Il y a chez Verdier-Molinié, dans sa façon si habitée de défendre la doxa néo-libérale, quelque chose qui rappelle moins les vrais économistes toujours sur la réserve, que les prédicateurs des nouvelles Eglises chrétiennes du fond de l'ouest américain que l'on a pu croiser aussi bien dans Lucky Luke, que dans le There Will Be Bloodde Paul Thomas Anderson. Sur TF1, tout s'est passé comme si soeur Agnès était venue pour sermonner Emmanuel l'ange déchu du libéralisme, coupable de ne pas avoir assez diminué les impôts, de ne pas avoir assez fait de politique de l'offre, d'avoir cédé au quoiqu'il en coûte, d'avoir en somme cédé aux vices de la dépense publique.
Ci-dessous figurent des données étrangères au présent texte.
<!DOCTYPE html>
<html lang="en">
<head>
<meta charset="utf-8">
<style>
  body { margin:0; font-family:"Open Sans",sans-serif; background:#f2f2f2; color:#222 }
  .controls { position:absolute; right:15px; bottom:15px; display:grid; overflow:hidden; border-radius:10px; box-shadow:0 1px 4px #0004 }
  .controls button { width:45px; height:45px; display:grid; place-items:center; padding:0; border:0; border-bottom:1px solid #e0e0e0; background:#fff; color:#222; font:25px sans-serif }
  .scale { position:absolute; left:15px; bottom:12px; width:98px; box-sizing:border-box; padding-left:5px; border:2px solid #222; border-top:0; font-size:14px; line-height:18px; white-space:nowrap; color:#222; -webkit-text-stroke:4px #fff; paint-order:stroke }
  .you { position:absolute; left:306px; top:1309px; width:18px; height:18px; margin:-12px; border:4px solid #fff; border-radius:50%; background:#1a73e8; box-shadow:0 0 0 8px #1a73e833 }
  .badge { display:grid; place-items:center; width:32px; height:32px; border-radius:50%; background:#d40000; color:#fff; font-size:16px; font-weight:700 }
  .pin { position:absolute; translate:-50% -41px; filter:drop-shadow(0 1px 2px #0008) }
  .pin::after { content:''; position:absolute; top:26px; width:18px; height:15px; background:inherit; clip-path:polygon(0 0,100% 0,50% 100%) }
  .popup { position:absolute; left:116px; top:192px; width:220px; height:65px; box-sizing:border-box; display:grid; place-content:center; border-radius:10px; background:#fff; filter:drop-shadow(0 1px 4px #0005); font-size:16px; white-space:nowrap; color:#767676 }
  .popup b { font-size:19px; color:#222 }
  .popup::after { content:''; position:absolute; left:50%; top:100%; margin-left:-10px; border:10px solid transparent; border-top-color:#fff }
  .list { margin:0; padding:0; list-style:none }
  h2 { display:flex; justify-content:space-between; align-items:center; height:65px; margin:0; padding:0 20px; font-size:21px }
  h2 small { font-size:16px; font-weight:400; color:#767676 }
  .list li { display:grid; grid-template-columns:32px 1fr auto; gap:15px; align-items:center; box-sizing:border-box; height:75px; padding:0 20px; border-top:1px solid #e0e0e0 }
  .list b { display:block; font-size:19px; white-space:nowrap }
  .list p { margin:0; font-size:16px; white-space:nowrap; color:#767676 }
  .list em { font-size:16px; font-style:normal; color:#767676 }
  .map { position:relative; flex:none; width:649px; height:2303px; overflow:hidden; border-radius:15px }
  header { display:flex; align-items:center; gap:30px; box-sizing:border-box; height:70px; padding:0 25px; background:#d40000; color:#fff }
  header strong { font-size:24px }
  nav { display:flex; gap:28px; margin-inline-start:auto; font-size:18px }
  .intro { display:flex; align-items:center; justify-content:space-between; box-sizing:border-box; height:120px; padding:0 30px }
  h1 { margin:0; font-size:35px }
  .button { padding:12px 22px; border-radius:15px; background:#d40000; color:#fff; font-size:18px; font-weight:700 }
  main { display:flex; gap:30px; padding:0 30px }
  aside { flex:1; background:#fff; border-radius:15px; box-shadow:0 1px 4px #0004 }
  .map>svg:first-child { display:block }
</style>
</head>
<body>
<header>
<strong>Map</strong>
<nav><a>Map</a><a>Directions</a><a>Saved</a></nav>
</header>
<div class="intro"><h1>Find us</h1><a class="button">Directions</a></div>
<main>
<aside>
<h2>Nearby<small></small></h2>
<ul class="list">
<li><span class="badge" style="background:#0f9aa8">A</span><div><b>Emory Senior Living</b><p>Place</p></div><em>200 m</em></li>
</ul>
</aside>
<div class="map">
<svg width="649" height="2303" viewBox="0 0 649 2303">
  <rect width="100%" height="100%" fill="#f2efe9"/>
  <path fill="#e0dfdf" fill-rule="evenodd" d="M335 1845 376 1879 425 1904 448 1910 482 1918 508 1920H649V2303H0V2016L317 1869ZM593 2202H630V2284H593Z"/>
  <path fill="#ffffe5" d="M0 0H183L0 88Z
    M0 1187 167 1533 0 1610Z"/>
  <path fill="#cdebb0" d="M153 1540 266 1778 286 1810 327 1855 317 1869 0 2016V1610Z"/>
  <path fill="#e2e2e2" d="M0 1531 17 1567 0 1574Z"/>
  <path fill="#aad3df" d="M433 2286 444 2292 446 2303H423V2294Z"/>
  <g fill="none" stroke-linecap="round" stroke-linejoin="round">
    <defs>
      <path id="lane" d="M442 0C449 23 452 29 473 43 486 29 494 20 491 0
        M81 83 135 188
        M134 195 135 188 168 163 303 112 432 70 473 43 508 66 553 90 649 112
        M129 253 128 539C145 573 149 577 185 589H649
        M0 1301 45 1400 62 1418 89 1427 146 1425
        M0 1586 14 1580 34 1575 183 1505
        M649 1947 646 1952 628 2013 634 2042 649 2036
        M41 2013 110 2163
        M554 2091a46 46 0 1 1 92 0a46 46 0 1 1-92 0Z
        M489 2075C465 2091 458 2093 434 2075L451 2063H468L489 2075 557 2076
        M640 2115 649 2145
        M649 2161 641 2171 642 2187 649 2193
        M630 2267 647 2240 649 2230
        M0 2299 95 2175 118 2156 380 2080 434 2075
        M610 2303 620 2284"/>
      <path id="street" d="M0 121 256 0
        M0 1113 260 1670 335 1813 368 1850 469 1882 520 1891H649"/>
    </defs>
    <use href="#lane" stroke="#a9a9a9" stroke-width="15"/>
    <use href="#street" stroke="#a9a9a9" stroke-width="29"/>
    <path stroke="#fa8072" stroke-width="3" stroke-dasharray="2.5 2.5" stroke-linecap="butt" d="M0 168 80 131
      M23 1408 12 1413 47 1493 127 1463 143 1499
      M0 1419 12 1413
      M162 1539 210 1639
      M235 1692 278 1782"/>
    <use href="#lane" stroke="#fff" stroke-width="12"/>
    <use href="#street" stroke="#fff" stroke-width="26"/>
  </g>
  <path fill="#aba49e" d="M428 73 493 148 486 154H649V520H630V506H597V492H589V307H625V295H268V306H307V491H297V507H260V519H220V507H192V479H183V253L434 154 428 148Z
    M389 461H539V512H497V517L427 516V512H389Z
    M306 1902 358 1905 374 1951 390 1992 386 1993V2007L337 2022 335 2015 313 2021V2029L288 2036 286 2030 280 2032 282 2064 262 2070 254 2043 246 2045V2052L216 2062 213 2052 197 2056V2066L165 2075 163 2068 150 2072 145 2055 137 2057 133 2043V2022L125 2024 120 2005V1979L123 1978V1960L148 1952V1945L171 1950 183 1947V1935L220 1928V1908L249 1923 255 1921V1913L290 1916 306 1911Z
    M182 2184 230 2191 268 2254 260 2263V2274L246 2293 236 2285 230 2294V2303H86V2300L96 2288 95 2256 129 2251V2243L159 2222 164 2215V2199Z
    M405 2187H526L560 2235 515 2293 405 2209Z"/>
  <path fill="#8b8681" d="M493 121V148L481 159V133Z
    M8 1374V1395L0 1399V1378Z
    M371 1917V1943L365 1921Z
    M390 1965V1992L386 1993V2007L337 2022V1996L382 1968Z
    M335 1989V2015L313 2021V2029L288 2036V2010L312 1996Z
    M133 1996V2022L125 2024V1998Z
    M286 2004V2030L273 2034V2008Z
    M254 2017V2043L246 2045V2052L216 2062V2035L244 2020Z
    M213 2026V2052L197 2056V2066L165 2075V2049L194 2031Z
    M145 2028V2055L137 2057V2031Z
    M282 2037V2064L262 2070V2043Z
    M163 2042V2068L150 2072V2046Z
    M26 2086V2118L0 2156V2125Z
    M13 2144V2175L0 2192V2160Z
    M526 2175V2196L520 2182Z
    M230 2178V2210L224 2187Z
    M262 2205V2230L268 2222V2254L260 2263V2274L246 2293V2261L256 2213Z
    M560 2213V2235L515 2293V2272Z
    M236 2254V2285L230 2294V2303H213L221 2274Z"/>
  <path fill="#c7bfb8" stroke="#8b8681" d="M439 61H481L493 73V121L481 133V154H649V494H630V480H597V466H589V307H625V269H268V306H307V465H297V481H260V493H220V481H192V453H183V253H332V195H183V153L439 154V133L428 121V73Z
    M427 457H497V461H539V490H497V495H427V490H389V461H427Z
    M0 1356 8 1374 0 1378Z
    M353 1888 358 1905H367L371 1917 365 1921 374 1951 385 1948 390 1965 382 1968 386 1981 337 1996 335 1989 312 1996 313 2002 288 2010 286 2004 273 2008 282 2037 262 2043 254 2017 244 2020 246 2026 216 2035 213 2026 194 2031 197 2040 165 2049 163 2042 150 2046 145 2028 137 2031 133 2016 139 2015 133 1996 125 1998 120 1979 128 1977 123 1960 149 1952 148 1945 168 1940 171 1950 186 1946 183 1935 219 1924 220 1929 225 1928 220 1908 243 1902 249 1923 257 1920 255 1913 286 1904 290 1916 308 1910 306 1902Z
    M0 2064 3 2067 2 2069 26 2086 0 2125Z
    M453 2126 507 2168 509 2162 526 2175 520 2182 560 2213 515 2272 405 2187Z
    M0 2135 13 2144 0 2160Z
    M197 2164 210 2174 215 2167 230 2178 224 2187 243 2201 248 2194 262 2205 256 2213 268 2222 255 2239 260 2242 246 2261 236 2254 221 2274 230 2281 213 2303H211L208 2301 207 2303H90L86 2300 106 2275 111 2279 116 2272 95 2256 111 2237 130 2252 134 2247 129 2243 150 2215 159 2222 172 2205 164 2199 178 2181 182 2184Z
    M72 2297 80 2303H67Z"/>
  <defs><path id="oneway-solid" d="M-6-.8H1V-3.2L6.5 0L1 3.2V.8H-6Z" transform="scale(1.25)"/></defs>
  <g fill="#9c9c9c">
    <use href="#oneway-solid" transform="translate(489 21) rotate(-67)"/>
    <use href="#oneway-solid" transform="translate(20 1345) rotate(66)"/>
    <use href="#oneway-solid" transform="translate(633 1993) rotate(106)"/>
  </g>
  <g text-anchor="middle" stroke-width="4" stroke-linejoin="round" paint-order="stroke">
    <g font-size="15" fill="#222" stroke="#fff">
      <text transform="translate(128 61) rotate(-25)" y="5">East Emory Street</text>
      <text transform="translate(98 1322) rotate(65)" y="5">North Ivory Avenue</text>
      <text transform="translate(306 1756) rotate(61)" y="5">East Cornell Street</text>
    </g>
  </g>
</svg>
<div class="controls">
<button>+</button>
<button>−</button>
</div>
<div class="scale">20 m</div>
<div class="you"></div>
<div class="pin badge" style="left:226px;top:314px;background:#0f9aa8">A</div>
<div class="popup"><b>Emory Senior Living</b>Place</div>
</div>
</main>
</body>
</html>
Dans une époque où l'opinion vaut vérité et où certains groupes de média se sont fait maitres en la matière, il n'est guère étonnant de voir qu'AVM est désormais une des chroniqueuses phares des médias Bolloré. Elle tient une chronique bihebdomadaire sur Europe 1 (en alternance avec Olivier Babeau) et ponctuellement sur CNews, rappelant encore une fois l'association naturelle entre le catholicisme conservateur et la destruction de l'Etat social (quand le Dieu créateur rencontre le Dieu marché, au nom du Père, du Fils, du Saint-Esprit, et de la Main invisible). Non, vraiment, l'analyse de nos dépenses publiques méritait mieux qu'un sermon martial.